In this scenario, I don't think it matters whether the secure BGP session also 
carries other AFI/SAFIs.

The privacy properties of this scenario are pretty good, in theory, but I don't 
think they are really good enough for distributing secret keys.

- Once you're using BGP to distribute information, it is inevitable that 
someone will decide to remove the "NO_ADVERTISE" and allow the information to 
be propagated through intermediate nodes (RRs or ASBRs) to the actual target 
node.  After all, one of the main values of using BGP to distribute stuff is 
that you get a big distribution system.  Even if all the intermediate nodes are 
trusted and all the intermediate BGP sessions have adequate 
privacy/integrity/authentication, you still wouldn't want to expose the secret 
keys to those nodes.  You might trust those nodes to see all the routing 
information, and even to see most of the management information, but you 
probably don't want them to see all the secret keys.  And you probably don't 
want the secret keys stored in the clear on those intermediate nodes.
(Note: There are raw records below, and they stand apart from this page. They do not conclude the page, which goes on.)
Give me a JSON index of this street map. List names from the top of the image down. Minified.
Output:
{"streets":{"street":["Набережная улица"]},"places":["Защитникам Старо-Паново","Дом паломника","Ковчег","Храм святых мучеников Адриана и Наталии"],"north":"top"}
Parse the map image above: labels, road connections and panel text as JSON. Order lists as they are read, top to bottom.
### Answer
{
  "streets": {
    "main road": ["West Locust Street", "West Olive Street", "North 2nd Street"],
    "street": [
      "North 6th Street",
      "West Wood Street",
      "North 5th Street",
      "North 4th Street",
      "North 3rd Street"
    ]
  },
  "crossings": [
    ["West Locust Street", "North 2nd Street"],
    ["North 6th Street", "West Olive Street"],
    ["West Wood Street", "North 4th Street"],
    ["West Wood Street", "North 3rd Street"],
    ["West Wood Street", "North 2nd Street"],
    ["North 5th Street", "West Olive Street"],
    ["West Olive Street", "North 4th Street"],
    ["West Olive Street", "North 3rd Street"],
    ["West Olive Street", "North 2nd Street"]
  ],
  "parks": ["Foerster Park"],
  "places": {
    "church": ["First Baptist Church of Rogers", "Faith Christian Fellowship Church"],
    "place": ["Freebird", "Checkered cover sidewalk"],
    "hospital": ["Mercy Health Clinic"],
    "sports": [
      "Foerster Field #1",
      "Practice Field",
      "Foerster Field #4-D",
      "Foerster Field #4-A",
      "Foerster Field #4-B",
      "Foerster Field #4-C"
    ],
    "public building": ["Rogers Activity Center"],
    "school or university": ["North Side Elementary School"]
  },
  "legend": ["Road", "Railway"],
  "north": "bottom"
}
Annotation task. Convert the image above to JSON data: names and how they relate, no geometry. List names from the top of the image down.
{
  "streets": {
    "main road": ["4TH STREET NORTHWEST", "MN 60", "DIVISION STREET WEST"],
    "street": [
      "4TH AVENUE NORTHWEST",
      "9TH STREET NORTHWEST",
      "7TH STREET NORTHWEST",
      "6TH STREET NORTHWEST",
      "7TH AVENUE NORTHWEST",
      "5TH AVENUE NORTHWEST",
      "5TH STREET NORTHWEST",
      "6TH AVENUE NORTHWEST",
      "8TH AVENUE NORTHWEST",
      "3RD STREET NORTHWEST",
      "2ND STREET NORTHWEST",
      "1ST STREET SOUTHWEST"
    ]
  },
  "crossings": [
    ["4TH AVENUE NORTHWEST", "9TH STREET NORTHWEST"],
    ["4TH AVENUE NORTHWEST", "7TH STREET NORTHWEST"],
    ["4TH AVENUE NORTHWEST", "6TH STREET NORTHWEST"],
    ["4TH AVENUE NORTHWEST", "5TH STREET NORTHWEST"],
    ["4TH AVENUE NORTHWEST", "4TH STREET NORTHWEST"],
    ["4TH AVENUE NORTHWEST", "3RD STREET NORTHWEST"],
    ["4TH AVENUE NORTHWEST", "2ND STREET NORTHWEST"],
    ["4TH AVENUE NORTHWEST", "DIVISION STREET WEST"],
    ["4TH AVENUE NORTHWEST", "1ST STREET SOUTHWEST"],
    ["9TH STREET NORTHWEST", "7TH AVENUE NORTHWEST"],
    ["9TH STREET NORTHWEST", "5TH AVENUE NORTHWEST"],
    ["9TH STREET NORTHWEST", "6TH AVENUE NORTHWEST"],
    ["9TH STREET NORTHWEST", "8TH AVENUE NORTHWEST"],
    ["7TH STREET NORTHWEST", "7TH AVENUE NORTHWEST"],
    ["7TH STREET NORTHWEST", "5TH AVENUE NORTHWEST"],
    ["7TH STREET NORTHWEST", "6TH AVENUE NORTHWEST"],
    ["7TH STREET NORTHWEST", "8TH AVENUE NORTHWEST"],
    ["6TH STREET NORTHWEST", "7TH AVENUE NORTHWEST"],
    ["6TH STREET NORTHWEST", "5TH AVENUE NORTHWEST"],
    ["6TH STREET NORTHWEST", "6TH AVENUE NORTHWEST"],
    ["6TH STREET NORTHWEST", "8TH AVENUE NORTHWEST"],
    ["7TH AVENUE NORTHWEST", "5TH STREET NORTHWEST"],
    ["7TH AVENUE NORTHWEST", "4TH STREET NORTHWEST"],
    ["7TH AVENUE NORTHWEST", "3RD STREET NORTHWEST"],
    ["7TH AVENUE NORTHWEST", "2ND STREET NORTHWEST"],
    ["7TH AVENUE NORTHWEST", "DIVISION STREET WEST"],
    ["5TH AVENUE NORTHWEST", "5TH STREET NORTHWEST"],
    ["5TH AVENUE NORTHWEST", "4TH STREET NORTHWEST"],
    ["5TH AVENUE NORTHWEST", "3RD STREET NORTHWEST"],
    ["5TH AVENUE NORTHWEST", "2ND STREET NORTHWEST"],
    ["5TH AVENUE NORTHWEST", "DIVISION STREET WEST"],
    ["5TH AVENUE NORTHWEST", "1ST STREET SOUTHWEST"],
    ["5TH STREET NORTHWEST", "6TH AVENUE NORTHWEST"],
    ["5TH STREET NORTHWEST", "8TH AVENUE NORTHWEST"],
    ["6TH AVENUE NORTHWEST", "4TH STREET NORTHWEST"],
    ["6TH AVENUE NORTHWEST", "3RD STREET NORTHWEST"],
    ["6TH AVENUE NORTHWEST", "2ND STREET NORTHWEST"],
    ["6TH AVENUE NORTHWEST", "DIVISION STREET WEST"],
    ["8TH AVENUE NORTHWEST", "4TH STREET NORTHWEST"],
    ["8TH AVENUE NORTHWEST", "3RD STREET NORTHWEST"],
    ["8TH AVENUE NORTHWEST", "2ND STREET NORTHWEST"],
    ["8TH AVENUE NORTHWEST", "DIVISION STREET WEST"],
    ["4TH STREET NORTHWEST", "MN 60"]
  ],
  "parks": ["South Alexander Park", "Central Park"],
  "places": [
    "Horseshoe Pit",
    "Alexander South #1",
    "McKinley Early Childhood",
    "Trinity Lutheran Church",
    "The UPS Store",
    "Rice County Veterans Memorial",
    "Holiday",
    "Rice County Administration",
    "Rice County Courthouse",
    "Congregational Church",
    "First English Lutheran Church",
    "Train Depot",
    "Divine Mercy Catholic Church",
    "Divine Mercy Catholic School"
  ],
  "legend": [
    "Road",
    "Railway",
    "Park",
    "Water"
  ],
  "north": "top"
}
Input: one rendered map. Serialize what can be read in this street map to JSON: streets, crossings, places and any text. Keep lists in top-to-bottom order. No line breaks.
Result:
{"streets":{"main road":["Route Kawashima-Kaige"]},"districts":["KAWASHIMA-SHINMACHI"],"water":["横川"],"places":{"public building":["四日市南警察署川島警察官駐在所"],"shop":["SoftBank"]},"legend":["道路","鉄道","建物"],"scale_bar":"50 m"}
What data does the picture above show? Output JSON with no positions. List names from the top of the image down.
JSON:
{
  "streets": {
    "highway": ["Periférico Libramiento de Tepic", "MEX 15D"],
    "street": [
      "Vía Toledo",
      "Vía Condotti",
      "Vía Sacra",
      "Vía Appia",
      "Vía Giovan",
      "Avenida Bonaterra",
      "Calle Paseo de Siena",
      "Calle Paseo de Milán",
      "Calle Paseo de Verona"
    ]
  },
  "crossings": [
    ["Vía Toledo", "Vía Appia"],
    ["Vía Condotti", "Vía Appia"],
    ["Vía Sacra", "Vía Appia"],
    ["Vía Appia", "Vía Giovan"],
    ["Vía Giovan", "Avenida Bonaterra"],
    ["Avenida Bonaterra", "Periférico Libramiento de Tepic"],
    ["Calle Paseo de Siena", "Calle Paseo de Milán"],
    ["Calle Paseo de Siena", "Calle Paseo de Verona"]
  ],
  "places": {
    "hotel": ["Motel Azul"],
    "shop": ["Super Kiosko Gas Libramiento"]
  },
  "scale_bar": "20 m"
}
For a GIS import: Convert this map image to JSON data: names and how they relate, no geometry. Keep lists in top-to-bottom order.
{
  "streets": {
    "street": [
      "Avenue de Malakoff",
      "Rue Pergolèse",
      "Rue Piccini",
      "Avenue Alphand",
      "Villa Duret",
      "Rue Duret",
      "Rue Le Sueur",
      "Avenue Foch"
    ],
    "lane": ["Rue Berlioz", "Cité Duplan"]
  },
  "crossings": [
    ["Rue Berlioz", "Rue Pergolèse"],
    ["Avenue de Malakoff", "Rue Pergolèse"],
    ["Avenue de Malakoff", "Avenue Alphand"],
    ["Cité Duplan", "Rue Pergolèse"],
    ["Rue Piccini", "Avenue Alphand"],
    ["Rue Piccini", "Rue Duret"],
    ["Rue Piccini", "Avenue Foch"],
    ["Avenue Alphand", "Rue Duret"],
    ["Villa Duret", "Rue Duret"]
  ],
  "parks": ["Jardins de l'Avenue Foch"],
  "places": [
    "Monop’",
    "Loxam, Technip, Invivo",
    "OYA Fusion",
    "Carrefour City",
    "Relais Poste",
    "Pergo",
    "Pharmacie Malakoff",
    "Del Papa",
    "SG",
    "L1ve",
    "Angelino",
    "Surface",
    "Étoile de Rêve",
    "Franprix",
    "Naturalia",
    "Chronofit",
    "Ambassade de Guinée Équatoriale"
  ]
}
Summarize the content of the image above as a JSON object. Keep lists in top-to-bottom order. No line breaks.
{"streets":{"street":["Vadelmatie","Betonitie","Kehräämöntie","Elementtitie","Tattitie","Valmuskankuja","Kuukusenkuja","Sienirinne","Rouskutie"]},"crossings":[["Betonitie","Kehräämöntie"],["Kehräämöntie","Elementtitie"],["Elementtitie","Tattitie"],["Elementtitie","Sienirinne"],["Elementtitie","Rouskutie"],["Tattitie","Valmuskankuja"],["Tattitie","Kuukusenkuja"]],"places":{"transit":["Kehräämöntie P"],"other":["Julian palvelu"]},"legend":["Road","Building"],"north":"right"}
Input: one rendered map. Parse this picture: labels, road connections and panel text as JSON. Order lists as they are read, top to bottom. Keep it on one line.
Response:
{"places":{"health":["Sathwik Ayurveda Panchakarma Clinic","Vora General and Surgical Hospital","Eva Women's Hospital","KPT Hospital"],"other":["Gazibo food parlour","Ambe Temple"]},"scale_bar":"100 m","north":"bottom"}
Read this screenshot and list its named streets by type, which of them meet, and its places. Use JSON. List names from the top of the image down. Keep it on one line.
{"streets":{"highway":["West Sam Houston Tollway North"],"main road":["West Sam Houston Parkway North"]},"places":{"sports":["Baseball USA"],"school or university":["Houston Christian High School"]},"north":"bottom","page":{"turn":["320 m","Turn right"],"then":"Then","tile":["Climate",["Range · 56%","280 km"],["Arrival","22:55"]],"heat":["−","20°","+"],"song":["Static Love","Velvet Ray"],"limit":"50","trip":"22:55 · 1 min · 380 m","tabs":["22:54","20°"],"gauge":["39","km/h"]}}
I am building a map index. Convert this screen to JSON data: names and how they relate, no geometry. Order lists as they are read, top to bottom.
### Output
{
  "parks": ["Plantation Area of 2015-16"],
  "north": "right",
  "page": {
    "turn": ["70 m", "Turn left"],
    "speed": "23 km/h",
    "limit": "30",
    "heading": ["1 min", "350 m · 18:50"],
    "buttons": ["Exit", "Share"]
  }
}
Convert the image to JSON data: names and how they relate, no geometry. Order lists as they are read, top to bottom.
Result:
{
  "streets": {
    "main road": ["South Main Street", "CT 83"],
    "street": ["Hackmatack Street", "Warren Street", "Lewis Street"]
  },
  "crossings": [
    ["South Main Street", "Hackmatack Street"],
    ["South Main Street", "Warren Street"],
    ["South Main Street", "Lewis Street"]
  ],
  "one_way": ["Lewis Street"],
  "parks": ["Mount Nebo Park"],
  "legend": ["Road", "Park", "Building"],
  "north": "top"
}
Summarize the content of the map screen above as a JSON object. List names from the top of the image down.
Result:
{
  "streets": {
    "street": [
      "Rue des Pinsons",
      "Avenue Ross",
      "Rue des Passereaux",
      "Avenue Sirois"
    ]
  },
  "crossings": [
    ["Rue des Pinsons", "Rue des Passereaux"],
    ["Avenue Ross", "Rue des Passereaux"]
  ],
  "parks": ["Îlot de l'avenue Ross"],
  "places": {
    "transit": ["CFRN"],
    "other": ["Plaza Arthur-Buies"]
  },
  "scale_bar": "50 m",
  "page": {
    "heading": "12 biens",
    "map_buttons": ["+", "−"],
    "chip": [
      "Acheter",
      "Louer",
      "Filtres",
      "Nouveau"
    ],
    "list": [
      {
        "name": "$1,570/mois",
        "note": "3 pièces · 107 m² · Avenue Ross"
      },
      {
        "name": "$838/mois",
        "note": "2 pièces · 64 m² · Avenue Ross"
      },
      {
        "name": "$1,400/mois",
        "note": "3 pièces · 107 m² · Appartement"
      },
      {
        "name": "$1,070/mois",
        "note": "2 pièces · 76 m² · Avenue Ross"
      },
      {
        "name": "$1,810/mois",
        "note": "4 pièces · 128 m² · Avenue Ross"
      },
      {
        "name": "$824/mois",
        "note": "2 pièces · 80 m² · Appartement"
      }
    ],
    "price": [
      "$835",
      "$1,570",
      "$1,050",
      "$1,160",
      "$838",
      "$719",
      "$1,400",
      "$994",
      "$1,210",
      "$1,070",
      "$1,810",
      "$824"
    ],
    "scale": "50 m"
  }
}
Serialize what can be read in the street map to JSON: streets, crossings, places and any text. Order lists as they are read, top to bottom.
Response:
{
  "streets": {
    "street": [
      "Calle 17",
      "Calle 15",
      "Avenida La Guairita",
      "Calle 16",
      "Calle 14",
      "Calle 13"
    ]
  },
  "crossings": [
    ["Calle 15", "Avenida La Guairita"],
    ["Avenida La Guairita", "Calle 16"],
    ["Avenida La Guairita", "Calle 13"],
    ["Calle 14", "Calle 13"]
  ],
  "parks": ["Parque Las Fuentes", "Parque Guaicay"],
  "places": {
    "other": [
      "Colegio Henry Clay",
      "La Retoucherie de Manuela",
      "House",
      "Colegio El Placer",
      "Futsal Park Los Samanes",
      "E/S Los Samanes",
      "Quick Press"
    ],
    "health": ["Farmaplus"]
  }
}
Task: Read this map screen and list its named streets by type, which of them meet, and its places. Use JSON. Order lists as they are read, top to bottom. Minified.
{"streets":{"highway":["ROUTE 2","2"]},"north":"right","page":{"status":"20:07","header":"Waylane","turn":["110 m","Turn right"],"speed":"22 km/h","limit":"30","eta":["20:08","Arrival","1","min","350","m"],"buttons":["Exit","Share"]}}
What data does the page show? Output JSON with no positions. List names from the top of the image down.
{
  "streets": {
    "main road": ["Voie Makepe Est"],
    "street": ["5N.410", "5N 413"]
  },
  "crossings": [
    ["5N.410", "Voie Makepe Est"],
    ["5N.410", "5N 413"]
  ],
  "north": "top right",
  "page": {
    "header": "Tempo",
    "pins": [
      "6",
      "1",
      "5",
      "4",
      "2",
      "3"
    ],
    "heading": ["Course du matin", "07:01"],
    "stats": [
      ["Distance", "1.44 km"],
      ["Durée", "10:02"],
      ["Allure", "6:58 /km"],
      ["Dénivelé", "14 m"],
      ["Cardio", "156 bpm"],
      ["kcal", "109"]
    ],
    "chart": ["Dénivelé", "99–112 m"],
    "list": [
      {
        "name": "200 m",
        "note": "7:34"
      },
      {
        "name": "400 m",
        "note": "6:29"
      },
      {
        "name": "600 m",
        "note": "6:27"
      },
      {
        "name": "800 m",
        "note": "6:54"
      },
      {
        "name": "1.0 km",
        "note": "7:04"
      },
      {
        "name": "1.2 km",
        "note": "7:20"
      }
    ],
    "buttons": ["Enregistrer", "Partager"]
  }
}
- I would worry about BGP monitoring procedures creating a backdoor through 
which the secret keys would be exposed.  

- No matter how careful you are, when you use BGP you can be pretty sure that 
your UPDATEs will end up somewhere they're not supposed to go.  It's just too 
easy to make mistakes.  
So I don't think I'd try to do dynamic keying by attaching the actual keys to 
BGP UPDATEs.  At most I'd use BGP to distribute parameters that could then be 
used by something like IKEv2 to actually fetch the secret keys.